Patients with Alzheimer's have high amounts of aluminium in their brain
Professor Chris Exley, from Keele University in the UK, conducted a study and tested the brain tissues of 12 donors suffering from Alzheimer's. And researchers found that they all had elevated levels of aluminium in their brain tissue.
He writes, "We already know that the aluminium content of brain tissue in late-onset or sporadic Alzheimer's disease is significantly higher than is found in age-matched controls."
"So, individuals who develop Alzheimer's disease in their late sixties and older also accumulate more aluminium in their brain tissue than individuals of the same age without the disease."
"In my view, the findings are unequivocal in their confirmation of a role for aluminium in some if not all Alzheimer's disease."
"Aging is the main risk factor for Alzheimer's disease and aluminium accumulates in human brain tissue with aging."
Even if there is a connection, there are also other factors
In spite of his team's findings, Prof. Exley still believes that a number of other factors contribute to Alzheimer's disease, not just elevated levels of aluminium.
These factors can include genetic factors. A genetic predisposition to a higher risk of acquiring the disease exists in some people.
He adds, "At the very least, these new results should encourage everyone and even those who have steadfastly maintained that aluminium has no role in the disease to think again."
"I don't believe that is the only factor, but I think it is an important one which should be considered very seriously."
The Journal of Trace Elements in Medicine and Biology published Prof.
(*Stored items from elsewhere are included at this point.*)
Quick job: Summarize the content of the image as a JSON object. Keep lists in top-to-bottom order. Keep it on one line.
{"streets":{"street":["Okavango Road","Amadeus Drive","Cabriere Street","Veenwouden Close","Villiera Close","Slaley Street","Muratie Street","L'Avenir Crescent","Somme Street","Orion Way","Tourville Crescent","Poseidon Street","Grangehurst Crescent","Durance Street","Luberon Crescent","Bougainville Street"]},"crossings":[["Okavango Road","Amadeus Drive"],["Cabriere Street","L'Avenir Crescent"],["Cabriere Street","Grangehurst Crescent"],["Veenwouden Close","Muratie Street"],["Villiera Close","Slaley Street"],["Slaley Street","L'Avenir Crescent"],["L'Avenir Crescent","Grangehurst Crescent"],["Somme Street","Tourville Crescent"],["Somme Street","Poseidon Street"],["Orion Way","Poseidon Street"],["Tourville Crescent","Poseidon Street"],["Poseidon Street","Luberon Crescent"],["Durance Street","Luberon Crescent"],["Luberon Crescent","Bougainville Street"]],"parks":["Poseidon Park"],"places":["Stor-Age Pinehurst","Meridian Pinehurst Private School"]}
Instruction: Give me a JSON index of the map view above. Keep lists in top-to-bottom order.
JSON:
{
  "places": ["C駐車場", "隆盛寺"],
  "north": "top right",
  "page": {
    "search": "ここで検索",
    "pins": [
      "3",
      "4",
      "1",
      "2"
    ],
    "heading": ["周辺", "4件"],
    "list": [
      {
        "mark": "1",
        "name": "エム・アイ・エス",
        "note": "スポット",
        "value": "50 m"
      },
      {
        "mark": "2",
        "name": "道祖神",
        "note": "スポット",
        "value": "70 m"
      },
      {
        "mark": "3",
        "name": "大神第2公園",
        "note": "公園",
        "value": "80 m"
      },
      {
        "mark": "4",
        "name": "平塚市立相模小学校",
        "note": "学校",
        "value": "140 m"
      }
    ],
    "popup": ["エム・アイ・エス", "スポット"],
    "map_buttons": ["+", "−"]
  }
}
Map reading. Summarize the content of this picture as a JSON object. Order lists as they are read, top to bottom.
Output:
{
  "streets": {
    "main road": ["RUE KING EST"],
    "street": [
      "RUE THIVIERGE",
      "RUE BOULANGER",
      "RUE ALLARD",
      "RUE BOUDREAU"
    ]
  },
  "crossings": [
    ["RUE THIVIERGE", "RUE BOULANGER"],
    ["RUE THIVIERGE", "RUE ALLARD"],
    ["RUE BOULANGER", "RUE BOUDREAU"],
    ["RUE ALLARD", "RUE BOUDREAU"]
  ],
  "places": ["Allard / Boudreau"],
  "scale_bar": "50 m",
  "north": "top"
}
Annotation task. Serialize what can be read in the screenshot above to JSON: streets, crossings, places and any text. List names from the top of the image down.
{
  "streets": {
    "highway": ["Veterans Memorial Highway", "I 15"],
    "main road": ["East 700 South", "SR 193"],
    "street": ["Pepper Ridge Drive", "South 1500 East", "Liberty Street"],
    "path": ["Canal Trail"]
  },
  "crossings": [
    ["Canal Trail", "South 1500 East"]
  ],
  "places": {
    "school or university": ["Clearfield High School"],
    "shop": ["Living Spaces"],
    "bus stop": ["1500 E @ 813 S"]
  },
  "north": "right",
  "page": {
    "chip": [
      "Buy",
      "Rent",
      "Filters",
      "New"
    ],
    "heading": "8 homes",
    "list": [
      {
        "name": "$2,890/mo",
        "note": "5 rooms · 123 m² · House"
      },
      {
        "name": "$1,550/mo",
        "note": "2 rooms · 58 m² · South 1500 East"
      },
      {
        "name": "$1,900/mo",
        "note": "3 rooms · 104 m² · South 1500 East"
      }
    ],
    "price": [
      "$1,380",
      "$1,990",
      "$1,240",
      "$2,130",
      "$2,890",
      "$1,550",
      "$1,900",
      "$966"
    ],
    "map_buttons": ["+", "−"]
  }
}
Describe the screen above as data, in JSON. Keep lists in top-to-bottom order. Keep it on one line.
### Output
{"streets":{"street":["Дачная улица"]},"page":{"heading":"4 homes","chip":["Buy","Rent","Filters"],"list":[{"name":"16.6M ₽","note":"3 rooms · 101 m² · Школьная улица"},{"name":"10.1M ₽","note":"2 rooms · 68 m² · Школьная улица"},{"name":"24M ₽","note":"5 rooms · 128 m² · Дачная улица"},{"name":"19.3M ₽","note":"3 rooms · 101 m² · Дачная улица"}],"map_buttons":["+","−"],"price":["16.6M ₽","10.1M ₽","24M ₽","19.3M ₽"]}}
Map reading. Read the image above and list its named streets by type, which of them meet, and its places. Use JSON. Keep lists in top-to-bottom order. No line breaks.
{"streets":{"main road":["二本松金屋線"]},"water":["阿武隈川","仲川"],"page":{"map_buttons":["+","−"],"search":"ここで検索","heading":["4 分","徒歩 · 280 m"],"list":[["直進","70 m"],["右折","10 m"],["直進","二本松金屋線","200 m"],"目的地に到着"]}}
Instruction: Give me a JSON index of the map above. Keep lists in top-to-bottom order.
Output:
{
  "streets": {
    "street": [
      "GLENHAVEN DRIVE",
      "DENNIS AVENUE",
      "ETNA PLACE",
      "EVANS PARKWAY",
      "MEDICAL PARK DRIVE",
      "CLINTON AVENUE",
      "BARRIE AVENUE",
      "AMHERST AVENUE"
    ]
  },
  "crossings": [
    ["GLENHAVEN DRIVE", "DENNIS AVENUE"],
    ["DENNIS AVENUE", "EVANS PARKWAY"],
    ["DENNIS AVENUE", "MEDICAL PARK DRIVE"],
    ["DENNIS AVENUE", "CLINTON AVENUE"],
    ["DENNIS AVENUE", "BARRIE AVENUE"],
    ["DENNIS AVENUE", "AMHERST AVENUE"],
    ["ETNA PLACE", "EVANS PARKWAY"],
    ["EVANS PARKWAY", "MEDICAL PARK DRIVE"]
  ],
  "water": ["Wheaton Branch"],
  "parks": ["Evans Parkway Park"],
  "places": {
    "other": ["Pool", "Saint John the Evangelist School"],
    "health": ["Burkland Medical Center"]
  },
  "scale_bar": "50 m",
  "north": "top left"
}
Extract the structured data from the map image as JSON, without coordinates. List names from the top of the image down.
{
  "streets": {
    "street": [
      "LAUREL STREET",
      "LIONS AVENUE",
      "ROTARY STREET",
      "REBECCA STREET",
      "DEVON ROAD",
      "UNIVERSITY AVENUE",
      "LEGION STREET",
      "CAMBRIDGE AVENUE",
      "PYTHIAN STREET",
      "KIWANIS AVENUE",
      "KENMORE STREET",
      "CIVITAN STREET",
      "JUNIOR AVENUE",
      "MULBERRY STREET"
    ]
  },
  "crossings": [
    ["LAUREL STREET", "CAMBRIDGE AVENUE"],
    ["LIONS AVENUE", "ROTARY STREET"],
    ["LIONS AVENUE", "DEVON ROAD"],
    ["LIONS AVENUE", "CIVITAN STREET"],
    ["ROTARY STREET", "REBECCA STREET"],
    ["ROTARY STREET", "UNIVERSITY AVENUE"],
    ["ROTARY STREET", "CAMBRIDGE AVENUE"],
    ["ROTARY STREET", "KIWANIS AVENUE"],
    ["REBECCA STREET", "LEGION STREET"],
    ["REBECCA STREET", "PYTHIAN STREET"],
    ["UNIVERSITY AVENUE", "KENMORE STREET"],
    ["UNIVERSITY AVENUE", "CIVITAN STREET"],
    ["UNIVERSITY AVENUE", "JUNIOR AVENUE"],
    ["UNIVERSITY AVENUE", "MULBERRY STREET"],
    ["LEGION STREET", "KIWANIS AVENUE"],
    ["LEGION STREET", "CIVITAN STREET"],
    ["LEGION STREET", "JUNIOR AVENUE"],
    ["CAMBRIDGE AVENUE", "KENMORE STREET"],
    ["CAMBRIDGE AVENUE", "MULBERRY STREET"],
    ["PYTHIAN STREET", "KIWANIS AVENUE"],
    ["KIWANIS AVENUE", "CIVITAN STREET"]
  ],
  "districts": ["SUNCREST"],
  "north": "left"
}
Exley's findings.
What is Alzheimer's disease?
Alzheimer's disease is a type of dementia that causes problems with a person's memory, thinking, and behaviour. The various symptoms of Alzheimer's disease usually start slow, and become worse over time.
While age is the number one risk factor, Alzheimer's is actually not a normal part of aging. While people aged 65 and above are the most at risk, early onset Alzheimer's sometimes happens. This can occur when someone is in their 40s or 50s.
Sadly, there is currently no known cure for Alzheimer's disease. And it's a progressive disease, which means that it gets worse over time. This is why caring for patients with Alzheimer's very important as it can vastly improve their quality of life.
Researchers are constantly looking for a cure, or a means of slowing down the effects of this debilitating disease.